▶ _DATASET ENTRIES_
============================================================

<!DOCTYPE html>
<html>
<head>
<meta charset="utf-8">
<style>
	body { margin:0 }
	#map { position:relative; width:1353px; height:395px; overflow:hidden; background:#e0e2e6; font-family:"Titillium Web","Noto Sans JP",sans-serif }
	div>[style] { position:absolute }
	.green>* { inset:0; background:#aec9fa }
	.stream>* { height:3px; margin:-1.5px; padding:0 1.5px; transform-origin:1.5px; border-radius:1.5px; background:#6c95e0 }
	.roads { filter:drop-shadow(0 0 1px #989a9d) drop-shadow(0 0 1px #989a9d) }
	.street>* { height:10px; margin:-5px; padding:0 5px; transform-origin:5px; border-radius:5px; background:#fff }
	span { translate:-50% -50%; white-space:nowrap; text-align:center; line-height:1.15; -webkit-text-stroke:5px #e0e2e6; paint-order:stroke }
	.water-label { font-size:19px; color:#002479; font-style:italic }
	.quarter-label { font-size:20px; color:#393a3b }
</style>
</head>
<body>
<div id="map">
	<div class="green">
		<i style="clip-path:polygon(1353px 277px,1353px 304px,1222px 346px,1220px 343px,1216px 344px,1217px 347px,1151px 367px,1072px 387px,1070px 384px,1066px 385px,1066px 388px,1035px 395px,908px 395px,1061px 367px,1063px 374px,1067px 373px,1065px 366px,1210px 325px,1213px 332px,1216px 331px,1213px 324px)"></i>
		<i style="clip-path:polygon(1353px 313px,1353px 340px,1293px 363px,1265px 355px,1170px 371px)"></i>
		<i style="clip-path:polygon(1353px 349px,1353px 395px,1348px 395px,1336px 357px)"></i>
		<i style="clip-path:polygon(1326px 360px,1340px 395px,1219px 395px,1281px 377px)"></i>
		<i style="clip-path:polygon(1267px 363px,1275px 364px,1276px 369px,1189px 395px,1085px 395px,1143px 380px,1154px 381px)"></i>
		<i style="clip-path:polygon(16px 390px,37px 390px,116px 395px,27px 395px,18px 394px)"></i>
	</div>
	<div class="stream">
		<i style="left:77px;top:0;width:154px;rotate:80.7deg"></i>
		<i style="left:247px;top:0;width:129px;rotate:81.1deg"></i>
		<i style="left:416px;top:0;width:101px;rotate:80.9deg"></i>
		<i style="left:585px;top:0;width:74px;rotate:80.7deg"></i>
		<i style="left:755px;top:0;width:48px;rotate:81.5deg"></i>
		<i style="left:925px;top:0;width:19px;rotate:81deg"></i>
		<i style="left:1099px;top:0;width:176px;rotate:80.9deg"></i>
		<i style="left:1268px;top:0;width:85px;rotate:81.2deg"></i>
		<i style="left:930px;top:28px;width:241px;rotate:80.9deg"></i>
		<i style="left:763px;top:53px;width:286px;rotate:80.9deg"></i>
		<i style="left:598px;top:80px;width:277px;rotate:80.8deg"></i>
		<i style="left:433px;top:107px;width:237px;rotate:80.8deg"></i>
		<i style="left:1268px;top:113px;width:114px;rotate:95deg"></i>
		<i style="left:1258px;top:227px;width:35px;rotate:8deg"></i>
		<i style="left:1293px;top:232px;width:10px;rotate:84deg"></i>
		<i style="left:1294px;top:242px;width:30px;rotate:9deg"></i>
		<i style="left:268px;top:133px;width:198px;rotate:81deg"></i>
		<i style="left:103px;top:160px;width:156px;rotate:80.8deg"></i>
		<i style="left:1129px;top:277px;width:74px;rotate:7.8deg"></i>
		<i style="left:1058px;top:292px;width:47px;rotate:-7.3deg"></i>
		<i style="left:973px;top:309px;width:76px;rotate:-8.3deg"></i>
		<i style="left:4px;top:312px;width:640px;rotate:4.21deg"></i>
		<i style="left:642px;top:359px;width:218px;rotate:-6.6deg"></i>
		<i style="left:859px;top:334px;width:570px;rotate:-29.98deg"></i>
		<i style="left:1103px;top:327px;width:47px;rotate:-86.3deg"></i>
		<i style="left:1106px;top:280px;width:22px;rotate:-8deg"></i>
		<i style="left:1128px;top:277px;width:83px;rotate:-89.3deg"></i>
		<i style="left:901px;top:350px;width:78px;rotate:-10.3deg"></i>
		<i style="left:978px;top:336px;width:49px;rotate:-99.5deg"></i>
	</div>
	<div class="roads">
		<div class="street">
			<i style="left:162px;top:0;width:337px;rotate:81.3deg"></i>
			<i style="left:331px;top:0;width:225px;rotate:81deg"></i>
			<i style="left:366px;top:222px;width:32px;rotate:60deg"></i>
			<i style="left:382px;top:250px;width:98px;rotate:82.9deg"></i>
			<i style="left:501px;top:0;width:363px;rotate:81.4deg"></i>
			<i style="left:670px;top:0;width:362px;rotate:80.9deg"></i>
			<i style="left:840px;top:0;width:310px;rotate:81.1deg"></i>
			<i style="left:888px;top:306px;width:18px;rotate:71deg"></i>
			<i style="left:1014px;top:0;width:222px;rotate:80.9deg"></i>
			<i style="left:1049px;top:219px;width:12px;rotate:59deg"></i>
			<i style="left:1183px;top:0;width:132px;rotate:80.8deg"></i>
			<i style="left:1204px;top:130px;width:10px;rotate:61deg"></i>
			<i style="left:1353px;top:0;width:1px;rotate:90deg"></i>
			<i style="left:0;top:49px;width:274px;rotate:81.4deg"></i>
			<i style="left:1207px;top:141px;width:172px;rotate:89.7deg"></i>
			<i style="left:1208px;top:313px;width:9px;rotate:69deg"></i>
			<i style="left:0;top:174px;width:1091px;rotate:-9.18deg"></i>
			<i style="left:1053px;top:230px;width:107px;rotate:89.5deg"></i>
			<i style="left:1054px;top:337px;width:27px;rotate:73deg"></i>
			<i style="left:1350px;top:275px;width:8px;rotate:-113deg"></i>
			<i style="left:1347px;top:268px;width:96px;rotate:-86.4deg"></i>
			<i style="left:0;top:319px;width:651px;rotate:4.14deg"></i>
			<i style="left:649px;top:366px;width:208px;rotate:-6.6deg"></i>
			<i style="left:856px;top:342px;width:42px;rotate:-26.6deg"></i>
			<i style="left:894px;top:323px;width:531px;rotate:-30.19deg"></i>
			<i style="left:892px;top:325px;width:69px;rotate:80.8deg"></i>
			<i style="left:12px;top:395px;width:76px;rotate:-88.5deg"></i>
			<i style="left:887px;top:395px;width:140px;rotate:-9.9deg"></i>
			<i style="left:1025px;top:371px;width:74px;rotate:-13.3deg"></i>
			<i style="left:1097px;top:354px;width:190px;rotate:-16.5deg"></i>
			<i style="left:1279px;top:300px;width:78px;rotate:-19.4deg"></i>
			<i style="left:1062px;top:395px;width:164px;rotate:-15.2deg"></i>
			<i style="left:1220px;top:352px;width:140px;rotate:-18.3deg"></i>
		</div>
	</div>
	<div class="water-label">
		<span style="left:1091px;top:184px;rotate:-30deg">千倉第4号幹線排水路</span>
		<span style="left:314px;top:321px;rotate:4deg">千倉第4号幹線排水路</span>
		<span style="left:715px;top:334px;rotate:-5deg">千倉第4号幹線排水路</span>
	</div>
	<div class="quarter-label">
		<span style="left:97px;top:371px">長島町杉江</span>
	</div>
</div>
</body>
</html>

============================================================

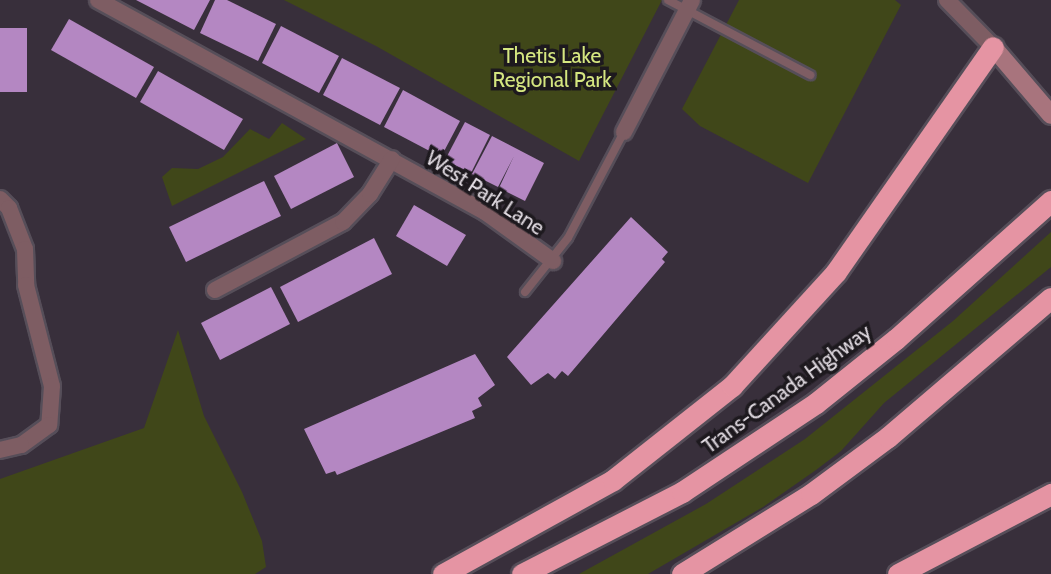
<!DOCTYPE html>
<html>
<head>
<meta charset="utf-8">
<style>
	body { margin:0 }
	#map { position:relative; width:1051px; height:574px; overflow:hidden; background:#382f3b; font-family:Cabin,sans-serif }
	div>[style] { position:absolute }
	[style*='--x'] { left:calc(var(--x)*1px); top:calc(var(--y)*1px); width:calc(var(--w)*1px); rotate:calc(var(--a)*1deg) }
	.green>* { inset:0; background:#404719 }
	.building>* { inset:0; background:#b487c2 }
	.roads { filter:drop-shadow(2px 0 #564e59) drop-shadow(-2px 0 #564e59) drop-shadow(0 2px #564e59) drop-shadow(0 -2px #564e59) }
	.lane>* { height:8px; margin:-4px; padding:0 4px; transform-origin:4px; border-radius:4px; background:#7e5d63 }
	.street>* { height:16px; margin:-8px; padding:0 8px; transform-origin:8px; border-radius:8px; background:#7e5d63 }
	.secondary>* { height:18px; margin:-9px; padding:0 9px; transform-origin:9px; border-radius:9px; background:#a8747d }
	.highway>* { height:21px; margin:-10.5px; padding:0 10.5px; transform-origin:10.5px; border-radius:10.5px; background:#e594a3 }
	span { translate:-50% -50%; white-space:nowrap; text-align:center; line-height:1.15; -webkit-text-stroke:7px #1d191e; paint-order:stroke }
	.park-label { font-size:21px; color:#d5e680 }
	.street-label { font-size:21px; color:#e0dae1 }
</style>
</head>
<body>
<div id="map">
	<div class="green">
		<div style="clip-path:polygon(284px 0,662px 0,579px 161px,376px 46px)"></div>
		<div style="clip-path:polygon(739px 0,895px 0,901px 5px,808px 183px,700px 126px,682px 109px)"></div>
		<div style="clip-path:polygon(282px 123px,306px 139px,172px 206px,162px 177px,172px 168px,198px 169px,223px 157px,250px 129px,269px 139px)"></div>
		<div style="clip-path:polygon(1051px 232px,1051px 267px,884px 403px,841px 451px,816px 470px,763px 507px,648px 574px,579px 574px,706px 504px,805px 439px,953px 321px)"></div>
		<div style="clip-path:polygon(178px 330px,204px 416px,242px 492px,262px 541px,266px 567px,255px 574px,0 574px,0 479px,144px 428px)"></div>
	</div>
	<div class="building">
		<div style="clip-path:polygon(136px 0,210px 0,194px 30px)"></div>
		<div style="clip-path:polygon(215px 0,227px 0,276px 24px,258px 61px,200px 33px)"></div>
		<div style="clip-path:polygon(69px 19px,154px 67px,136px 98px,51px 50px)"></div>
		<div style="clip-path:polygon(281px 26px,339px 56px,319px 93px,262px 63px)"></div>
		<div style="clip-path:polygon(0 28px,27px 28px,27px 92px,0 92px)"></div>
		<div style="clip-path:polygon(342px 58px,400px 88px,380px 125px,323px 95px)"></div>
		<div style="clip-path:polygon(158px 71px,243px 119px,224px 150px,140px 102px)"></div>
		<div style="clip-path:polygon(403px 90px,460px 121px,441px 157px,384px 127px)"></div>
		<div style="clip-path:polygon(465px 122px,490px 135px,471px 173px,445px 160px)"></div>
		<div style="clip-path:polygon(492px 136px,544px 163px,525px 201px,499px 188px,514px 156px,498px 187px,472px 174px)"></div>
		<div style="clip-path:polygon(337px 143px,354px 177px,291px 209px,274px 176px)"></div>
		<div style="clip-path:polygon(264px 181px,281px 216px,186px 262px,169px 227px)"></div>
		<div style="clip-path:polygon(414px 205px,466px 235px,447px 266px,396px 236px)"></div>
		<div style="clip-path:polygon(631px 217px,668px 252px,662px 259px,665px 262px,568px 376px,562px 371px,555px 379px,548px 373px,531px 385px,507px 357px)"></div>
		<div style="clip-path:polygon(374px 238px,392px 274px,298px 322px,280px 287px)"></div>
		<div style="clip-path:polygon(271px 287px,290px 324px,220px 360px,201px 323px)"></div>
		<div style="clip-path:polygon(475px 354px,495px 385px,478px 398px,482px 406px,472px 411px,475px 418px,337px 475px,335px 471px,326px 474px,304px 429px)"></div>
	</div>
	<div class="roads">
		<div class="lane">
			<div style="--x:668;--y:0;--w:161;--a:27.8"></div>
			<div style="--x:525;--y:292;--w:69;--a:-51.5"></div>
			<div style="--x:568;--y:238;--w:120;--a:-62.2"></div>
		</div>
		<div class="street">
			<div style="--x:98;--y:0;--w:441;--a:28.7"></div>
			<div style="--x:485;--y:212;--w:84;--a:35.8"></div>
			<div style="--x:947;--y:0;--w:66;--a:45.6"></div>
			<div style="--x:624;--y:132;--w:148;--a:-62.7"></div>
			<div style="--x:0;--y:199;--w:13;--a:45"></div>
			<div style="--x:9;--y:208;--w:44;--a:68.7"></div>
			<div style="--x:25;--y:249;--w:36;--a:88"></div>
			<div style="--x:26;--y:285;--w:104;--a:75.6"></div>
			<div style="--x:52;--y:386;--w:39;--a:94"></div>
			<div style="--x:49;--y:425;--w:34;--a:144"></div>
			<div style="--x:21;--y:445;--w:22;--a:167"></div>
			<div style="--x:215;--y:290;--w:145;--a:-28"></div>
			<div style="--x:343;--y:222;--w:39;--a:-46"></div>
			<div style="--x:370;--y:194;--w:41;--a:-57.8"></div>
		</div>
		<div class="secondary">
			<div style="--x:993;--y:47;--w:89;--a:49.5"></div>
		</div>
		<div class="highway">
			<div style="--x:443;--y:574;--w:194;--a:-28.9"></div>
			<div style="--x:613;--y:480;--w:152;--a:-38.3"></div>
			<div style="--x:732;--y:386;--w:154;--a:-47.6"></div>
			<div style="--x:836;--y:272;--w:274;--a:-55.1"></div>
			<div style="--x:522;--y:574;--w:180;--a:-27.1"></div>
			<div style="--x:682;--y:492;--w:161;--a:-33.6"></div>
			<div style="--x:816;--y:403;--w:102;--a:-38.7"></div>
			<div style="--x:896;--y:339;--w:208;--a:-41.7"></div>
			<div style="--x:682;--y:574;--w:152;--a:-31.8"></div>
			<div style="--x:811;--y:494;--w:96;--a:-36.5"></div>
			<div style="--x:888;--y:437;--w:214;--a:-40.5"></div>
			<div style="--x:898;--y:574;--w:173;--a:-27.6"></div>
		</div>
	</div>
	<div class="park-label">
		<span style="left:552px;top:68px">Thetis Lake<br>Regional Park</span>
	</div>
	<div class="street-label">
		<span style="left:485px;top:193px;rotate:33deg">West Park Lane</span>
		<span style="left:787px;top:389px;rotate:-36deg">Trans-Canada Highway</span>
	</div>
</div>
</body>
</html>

============================================================

▶ _ABOUT THIS TASK_
Each line of the records that holds the word "sans" should be copied out.

▶ _WRITTEN SOLUTION_
	#map { position:relative; width:1353px; height:395px; overflow:hidden; background:#e0e2e6; font-family:"Titillium Web","Noto Sans JP",sans-serif }
	#map { position:relative; width:1051px; height:574px; overflow:hidden; background:#382f3b; font-family:Cabin,sans-serif }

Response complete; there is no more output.